JavaDocs are not documentation.

Of course, my heading is sensationalist and strictly untrue - but it is true that the standard JavaDoc you see is barely worthy of the name ‘documentation’.

Documentation is hard and expensive to do right. Wriitng good documentation can often be harder than writing code, and it’s not something most programmers relish. However, we know it’s worthwhile. Good documentation makes code usable (for APIs), penatrable (for applications) and better (for all) - documenting your code forces you to think over it’s design, just as explaining it to someone in real life does.

I don’t think I need to say more to convince anyone good documentation is a good idea, so the question becomes what is good documentation?

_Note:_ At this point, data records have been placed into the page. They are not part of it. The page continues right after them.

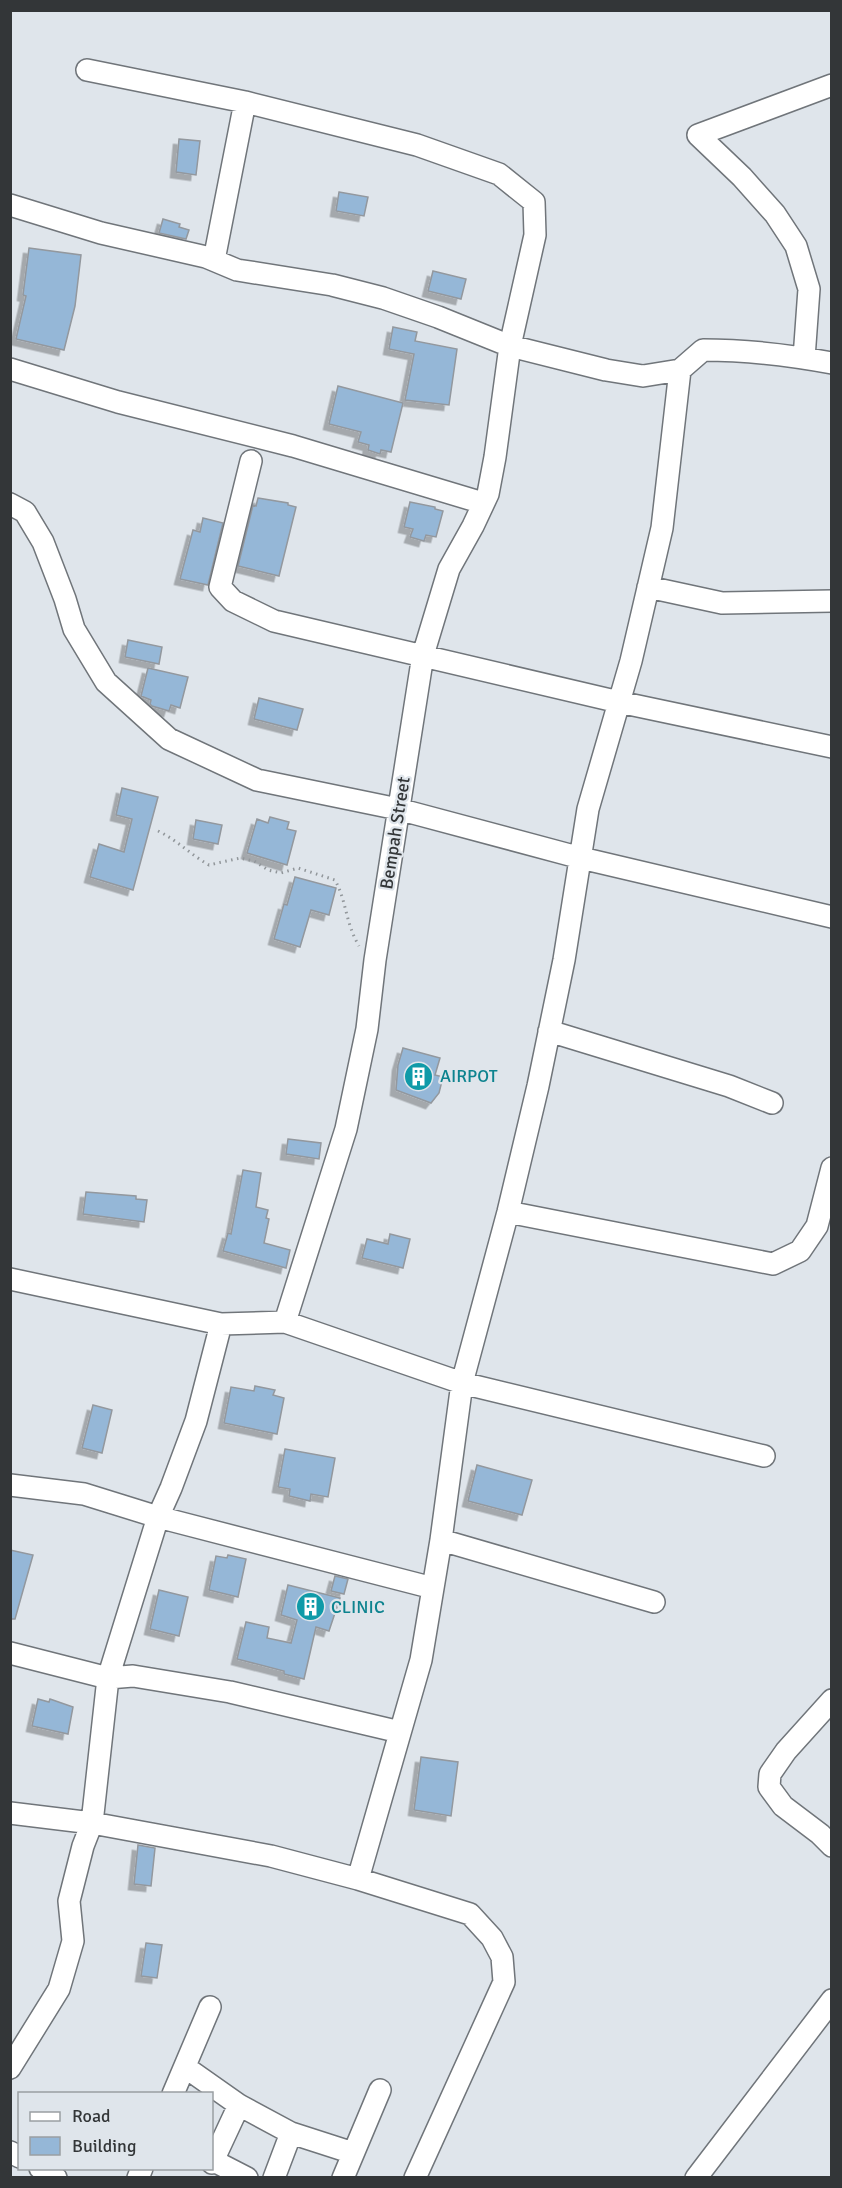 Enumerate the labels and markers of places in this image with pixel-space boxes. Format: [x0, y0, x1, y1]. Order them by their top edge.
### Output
building icon: AIRPOT [403, 1060, 435, 1092]
place label: AIRPOT [440, 1065, 498, 1087]
building icon: CLINIC [294, 1591, 326, 1623]
place label: CLINIC [331, 1596, 385, 1618]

The point I want to make with this post is that good documentation is not what JavaDocs supply. Let’s take a look at a JavaDoc:

image

This is for SAXParser - one of the most popular ways of parsing XML in the Java standard library. Can you, from that page, parse some XML? I definitely couldn’t - it’s straight off to find a tutorial or more documentation. In this case, there is some more official documentation from oracle.

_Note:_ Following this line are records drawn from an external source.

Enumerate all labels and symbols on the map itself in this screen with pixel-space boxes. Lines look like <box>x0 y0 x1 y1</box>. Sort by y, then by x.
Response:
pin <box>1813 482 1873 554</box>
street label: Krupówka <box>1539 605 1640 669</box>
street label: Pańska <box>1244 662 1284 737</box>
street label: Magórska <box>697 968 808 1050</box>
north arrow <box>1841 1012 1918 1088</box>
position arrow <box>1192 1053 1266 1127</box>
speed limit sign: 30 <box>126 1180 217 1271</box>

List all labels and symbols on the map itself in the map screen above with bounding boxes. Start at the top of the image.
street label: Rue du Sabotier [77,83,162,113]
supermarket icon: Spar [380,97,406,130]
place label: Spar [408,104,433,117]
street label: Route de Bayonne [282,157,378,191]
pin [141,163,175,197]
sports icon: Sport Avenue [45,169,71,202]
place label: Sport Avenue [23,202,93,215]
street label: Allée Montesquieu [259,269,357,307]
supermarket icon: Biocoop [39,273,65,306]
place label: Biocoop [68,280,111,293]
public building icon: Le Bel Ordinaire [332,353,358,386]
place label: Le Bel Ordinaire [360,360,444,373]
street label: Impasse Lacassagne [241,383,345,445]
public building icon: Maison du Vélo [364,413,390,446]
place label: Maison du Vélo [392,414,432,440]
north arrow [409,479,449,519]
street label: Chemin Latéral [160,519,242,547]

This is terrible. Having documentation split like this is a sin that makes JavaDocs worse than no documentation so much of the time. To make good documentation this way, you need to:

  • Ensure your broad documentation is versioned the same way as your JavaDocs, and make it easy to swap between versions.
  • Ensure your broad documentation links to your API docs, and vice versa.
  • Encourage people to actually read both documents.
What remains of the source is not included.